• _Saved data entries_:
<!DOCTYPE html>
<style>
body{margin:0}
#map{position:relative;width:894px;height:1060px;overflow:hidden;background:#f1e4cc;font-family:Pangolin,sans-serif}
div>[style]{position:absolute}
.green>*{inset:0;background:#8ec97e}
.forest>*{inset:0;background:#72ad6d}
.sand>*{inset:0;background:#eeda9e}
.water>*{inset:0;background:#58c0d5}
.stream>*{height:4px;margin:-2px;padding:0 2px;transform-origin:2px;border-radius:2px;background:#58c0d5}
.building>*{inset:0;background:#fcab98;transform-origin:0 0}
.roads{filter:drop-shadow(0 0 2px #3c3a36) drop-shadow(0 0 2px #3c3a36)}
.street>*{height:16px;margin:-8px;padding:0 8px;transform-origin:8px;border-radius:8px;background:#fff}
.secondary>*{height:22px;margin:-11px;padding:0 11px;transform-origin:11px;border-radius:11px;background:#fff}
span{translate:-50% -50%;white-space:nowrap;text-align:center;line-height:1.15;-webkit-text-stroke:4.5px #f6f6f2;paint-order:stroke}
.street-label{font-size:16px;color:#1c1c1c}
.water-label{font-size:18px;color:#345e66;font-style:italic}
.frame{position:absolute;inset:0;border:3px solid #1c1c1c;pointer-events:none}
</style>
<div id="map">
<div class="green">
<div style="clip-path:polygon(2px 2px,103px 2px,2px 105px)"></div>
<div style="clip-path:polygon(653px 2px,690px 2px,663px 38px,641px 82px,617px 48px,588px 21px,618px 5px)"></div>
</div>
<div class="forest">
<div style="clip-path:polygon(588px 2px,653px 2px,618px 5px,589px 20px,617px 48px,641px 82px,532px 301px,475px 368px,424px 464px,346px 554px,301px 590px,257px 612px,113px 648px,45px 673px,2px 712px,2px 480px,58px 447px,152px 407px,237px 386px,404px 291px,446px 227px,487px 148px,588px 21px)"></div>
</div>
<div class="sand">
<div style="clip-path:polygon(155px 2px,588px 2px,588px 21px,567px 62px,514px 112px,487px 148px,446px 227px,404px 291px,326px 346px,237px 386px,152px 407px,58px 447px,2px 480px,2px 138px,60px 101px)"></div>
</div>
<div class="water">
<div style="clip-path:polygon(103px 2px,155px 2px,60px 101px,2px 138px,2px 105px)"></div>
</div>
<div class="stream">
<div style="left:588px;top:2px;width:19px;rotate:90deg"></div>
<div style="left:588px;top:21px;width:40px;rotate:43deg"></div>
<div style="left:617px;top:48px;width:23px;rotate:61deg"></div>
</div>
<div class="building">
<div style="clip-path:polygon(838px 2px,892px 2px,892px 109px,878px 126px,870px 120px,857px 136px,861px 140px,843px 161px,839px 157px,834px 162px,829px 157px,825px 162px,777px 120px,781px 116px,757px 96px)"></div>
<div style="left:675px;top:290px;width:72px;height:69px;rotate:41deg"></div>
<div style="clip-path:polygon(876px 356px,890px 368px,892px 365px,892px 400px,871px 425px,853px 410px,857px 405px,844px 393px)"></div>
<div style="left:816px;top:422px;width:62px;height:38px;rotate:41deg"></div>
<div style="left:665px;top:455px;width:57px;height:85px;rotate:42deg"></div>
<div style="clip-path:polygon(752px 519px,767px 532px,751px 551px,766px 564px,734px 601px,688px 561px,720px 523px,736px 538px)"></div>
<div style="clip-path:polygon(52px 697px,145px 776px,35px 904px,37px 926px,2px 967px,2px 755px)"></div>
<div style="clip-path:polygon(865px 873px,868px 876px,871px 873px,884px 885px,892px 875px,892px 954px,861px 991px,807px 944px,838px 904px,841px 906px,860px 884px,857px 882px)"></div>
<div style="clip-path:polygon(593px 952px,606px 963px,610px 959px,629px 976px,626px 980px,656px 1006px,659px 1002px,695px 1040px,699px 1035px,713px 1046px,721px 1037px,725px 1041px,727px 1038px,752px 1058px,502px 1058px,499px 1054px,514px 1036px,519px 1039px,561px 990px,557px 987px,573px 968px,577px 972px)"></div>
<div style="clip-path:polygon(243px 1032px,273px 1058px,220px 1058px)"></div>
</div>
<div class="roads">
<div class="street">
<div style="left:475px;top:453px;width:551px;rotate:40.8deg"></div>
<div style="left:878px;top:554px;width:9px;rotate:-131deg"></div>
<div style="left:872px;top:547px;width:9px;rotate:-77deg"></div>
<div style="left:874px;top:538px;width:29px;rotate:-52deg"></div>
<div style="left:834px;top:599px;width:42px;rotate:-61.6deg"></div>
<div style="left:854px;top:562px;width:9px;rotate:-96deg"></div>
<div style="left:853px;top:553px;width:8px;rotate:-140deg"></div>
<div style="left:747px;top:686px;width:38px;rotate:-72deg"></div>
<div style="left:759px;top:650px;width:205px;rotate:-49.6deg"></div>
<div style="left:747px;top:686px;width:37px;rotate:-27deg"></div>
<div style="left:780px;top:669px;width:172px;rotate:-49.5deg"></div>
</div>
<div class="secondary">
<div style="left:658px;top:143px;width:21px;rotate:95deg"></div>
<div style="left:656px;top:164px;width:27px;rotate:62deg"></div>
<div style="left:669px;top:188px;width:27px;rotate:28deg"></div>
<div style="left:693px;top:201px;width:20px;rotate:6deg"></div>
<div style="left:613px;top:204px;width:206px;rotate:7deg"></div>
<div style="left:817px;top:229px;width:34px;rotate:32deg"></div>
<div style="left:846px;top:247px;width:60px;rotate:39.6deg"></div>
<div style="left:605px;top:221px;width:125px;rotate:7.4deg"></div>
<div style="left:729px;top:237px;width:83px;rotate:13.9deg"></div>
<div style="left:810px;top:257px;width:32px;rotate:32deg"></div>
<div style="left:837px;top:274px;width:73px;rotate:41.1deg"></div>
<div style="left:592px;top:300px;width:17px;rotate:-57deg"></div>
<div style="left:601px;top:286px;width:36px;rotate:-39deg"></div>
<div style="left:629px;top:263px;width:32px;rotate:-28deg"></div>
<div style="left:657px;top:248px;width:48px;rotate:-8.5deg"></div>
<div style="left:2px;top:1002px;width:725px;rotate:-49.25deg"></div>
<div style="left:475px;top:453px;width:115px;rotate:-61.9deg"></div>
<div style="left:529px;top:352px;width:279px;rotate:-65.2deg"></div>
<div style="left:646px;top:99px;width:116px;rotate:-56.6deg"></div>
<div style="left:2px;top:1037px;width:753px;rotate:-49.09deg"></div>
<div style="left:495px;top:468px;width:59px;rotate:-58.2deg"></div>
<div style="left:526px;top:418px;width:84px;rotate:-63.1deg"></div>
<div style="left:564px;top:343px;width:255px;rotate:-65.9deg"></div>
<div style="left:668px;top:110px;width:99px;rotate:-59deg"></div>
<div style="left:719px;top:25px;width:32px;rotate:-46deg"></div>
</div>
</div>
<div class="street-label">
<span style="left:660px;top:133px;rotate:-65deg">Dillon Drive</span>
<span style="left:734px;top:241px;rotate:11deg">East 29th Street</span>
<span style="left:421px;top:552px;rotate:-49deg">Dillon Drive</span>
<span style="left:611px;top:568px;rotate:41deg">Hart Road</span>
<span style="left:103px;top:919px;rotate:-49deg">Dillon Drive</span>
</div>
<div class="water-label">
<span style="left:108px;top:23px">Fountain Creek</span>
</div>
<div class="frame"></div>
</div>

• _WORK REQUIRED_: The result is a copy of every line above where the word "height" shows up.

• _COMPLETED EXERCISE_:
#map{position:relative;width:894px;height:1060px;overflow:hidden;background:#f1e4cc;font-family:Pangolin,sans-serif}
.stream>*{height:4px;margin:-2px;padding:0 2px;transform-origin:2px;border-radius:2px;background:#58c0d5}
.street>*{height:16px;margin:-8px;padding:0 8px;transform-origin:8px;border-radius:8px;background:#fff}
.secondary>*{height:22px;margin:-11px;padding:0 11px;transform-origin:11px;border-radius:11px;background:#fff}
span{translate:-50% -50%;white-space:nowrap;text-align:center;line-height:1.15;-webkit-text-stroke:4.5px #f6f6f2;paint-order:stroke}
<div style="left:675px;top:290px;width:72px;height:69px;rotate:41deg"></div>
<div style="left:816px;top:422px;width:62px;height:38px;rotate:41deg"></div>
<div style="left:665px;top:455px;width:57px;height:85px;rotate:42deg"></div>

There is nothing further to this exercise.